START INPUT FOR THIS TASK
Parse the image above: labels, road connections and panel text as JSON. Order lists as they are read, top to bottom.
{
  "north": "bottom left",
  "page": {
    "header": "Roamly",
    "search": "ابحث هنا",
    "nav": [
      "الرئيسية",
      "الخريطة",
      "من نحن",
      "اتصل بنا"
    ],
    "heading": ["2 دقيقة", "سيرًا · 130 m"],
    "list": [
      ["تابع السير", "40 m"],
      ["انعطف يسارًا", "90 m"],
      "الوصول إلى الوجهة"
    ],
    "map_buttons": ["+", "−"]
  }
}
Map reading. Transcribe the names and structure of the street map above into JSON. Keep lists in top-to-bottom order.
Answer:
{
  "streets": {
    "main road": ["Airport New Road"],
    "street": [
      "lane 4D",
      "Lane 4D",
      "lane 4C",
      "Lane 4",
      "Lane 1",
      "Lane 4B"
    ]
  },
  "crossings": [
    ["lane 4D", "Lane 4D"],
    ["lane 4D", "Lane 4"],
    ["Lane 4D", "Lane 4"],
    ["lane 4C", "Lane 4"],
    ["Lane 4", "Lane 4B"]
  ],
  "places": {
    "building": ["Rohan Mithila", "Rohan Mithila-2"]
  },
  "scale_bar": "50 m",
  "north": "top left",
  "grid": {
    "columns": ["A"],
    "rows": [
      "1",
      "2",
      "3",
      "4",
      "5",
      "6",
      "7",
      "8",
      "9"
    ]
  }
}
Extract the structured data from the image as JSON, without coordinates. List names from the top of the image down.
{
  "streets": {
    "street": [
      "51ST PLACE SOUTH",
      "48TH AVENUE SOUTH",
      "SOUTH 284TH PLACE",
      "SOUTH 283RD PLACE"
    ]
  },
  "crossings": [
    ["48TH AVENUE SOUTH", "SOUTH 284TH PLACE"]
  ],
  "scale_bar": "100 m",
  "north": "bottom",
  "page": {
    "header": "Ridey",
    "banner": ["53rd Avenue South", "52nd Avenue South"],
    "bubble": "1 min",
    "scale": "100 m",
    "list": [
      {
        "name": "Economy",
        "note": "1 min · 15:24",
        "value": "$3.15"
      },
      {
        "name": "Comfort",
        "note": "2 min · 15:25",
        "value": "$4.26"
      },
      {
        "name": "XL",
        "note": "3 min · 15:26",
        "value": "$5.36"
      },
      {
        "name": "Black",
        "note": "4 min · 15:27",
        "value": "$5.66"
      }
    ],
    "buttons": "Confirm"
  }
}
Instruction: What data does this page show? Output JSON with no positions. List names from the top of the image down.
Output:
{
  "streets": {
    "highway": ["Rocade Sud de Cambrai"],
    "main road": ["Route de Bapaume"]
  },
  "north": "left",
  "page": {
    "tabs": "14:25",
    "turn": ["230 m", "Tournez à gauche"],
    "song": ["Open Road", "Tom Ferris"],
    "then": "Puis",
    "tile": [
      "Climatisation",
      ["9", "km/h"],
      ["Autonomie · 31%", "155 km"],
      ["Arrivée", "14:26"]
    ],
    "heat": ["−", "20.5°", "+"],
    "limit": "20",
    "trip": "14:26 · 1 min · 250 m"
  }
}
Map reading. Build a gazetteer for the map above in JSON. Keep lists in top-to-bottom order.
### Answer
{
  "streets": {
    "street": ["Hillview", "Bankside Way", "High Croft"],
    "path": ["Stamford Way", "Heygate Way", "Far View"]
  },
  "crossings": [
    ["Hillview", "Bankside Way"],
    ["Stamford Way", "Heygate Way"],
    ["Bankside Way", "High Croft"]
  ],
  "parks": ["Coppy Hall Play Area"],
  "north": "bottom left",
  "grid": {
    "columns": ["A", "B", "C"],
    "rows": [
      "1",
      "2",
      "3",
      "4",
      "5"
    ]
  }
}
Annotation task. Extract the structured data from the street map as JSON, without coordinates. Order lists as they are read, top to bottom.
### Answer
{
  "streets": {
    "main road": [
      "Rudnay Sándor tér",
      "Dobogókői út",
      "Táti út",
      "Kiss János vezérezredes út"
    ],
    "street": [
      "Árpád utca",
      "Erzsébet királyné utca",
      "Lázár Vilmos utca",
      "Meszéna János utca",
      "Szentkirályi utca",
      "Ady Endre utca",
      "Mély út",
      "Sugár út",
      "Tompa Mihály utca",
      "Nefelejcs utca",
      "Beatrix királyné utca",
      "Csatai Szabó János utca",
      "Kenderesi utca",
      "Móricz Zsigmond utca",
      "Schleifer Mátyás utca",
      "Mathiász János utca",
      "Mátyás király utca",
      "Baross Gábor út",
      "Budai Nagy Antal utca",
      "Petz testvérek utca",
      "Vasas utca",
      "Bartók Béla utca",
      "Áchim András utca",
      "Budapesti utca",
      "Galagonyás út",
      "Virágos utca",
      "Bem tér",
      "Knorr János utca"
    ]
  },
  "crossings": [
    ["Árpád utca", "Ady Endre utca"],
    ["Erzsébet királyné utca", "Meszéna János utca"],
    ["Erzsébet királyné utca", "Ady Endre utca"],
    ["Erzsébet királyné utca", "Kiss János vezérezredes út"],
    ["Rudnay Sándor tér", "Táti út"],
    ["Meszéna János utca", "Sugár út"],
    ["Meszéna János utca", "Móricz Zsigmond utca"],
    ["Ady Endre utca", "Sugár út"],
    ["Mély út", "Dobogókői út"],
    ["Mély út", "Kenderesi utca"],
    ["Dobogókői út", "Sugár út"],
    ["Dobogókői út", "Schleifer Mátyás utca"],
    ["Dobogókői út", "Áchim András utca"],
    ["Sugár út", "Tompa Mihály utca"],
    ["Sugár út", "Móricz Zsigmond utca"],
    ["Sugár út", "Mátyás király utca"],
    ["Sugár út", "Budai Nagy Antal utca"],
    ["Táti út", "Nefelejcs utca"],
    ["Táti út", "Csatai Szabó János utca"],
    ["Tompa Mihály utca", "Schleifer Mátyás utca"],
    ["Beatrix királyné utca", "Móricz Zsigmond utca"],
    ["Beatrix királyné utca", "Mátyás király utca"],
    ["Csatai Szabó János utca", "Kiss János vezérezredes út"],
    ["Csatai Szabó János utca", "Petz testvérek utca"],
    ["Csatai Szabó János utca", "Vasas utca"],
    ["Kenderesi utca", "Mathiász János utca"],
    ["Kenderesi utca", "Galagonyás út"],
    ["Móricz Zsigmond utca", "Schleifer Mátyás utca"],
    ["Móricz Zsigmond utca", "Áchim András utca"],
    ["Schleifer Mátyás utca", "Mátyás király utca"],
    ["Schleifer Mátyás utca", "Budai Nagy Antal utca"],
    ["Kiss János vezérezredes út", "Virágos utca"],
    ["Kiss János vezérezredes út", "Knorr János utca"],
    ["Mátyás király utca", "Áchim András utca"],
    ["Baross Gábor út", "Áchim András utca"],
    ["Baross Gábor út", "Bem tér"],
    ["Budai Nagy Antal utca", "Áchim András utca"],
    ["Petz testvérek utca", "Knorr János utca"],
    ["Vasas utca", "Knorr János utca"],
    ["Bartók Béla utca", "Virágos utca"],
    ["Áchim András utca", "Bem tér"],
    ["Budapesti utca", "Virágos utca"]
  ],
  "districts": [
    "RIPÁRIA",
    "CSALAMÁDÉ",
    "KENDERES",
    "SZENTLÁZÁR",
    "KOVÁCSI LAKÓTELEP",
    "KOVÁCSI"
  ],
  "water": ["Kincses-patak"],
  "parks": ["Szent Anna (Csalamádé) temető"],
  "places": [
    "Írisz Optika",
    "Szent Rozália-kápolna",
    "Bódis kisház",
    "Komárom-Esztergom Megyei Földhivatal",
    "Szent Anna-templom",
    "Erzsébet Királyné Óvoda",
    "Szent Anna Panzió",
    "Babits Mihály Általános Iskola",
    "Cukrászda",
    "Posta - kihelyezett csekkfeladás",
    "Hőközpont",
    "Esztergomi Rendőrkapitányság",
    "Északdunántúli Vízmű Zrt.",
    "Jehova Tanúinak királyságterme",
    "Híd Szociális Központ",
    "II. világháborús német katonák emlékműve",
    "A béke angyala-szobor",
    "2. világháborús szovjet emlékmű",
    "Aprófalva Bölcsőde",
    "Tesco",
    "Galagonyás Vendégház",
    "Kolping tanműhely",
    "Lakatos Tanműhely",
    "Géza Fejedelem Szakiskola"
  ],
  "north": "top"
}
END INPUT FOR THIS TASK
• [DIRECTIONS FOR THIS TASK]: For each line above that includes "Dobogókői", copy the line.

• [ANSWER FOR THE TASK]:
      "Dobogókői út",
    ["Mély út", "Dobogókői út"],
    ["Dobogókői út", "Sugár út"],
    ["Dobogókői út", "Schleifer Mátyás utca"],
    ["Dobogókői út", "Áchim András utca"],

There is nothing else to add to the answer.